# Does Giving NFL Quarterbacks Massive Contracts Lead to Higher Passing Production?
### By Matthew Dies

# Overview

### Question
Does giving NFL quarterbacks massive contracts lead to higher passing production? Or will organizations begin to acquire quarterbacks from the draft and "buy in" around their young talent?

### Motivation
As the NFL and its organizations continue to increase revenues, contracts for generational players continue to rise. However, the NFL institutes a salary cap in order to level the playing field among teams that share a different market size (and thus generate varying levels of profit). A strategy some organizations have begun to employ is "buying in", where you acquire a serviceable rookie quarterback and surround him with talent elsewhere on the team. As salaries continue to rise, many people wonder whether giving quarterbacks massive contracts actually generates better performance out of the quarterback. 

### Selection Criteria
When selecting quarterbacks, it is important that the selected quarterback has enough seasons to run an accurate regression on the data.
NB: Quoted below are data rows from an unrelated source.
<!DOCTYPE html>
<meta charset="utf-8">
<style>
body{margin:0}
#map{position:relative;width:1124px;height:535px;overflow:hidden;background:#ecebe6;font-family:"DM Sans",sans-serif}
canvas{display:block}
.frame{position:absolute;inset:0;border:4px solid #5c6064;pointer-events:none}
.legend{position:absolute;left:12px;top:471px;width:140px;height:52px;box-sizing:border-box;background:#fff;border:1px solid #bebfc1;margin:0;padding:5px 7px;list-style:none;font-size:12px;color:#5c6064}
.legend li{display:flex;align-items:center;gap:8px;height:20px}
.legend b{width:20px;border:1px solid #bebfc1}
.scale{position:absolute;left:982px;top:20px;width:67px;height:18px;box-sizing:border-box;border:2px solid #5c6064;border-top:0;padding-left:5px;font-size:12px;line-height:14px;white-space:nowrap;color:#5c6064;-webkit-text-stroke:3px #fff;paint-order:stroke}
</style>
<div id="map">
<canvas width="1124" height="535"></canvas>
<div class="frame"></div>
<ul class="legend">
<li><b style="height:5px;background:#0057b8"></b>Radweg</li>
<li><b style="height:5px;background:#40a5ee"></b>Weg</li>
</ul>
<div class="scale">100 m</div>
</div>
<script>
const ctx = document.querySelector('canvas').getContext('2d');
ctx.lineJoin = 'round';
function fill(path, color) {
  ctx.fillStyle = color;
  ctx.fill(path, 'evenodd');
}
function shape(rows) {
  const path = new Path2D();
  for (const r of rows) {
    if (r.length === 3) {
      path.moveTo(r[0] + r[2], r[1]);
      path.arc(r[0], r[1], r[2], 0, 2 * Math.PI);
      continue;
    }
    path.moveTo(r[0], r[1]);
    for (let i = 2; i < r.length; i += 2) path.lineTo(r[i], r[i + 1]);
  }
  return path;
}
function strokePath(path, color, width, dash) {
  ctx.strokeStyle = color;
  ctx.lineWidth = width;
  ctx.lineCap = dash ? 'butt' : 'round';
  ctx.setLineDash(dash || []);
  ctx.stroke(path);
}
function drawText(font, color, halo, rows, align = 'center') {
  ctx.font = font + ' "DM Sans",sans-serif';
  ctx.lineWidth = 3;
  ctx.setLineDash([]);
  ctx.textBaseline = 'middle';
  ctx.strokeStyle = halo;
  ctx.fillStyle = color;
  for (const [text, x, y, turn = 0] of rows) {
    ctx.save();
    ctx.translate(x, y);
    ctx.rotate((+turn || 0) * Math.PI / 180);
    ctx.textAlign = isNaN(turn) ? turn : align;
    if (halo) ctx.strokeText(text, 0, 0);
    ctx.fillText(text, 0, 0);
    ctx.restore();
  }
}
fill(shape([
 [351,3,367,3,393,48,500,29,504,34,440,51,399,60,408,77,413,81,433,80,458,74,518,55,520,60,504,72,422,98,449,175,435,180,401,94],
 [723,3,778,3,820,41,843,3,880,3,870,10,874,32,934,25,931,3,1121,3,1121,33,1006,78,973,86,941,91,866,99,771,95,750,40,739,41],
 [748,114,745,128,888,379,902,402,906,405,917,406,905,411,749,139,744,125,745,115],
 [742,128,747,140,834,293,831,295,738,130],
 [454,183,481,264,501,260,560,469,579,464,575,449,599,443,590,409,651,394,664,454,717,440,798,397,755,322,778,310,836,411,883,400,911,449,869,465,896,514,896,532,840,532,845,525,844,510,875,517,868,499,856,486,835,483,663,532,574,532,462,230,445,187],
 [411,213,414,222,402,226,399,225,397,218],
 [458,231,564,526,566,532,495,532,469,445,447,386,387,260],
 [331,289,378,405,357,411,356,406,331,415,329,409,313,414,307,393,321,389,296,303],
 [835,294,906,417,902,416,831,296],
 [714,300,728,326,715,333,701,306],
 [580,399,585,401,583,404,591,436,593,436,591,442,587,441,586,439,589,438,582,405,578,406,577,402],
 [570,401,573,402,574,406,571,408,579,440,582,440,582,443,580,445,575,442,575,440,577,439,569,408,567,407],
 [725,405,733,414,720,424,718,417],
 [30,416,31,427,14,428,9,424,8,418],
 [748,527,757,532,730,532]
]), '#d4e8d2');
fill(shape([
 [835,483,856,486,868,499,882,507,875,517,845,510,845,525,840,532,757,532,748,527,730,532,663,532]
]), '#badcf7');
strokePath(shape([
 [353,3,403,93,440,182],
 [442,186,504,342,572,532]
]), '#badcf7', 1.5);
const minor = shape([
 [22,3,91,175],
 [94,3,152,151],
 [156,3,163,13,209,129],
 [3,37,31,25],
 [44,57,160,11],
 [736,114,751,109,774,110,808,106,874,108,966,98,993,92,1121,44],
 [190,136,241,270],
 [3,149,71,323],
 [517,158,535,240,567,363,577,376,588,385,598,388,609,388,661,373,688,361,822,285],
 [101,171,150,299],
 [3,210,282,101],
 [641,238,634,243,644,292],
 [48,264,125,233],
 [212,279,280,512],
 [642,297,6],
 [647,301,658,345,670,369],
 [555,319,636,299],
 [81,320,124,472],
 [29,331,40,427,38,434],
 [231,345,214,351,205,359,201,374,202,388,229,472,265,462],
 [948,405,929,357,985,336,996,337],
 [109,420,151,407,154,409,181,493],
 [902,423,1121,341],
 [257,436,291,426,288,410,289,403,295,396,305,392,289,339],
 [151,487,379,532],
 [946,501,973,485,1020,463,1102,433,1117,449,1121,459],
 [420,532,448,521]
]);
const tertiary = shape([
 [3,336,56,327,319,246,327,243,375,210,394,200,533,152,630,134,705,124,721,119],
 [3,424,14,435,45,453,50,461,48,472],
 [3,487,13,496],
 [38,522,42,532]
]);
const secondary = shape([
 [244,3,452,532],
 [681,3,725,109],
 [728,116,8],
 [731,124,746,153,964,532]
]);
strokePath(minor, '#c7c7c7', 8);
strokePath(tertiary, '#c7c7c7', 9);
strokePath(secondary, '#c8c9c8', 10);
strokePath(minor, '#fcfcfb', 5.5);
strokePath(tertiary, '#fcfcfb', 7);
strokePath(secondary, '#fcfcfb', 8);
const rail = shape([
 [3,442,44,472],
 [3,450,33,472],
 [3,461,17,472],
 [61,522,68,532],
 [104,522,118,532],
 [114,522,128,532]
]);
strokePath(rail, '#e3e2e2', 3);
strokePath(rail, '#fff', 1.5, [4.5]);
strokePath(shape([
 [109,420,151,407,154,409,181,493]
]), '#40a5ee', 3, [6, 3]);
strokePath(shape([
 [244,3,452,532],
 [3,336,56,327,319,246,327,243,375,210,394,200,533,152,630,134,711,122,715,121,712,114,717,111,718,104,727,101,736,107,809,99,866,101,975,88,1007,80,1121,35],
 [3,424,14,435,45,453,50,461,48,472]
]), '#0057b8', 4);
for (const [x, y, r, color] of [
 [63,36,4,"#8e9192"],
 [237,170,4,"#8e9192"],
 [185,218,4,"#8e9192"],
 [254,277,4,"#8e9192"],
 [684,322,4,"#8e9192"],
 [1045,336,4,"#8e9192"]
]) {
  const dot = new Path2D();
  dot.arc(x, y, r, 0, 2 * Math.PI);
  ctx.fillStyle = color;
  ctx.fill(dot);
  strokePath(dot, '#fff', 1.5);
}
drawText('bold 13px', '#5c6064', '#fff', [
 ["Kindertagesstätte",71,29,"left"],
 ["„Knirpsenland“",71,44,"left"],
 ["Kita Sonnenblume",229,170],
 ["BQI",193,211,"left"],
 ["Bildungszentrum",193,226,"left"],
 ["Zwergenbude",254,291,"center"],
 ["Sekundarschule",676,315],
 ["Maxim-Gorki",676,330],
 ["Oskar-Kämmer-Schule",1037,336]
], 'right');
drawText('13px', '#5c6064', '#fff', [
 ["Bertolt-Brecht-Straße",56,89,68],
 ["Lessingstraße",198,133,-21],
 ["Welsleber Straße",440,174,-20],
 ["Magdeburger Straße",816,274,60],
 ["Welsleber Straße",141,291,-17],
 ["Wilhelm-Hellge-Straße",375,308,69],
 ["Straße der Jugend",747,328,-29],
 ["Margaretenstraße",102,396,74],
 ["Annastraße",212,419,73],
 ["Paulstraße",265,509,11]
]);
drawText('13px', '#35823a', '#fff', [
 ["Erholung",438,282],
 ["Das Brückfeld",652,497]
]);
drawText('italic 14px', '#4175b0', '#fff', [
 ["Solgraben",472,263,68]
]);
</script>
Therefore, each quarterback much have a minimum of 8 years worth of passing statistics (excluding the 2020 NFL season, as the season is currently incomplete). In order to eliminate career backups or commonly injured quarterbacks, a minimum of 2000 career pass attempts for presently retired quarterbacks was established as the second main criterion.

### Databases
The data used in the study was collected from two different sources, one for passing statistics and the other for contract information. The website used to collect data on the quarterbacks' statistics throughout their career is [Pro-Football-Reference](https://www.pro-football-reference.com/), a database that compiles statistics for all NFL players. The website for obtaining payment information for the players was [Over The Cap](https://overthecap.com/). On both sites, the displayed tables were imported to Microsoft Excel and then used in the Pandas dataframes.

# Approach

### Assumptions
The main simplifying assumption for the sake of simplicity is that quarterbacks are only gauged on their passing ability. While this many have been mostly true prior to the 1990s, beginning around then quarterbacks began to run the ball with some success in the NFL. The peak of the dual-threat quarterback began around the 2010s, as strategy from college football began to creep into the professional game. Quarterbacks main purpose is primarily to pass the ball, so this assumption is not far from how NFL organizations analyze their quarterback's worth. This assumption allows us to model a quarterbacks performance based only on their passing ability and how much they were paid.

### Model
The regression will be run in this Jupyter notebook, running a Python program with packages such as Pandas, Statsmodels, and Plot.ly. The model will use data to create an OLS estimate for a quarterback's passer rating based on their passing attempts, completions, touchdowns, interceptions, and total cash paid for each year. The formulas given below show how to calculate passer rating in the NFL.
![image-3.png](attachment:image-3.png)

### Visualizations
To visualize the data, Pandas dataframes and Plot.ly will be used to display information about quarterbacks' passing statistics, contract information, and trends.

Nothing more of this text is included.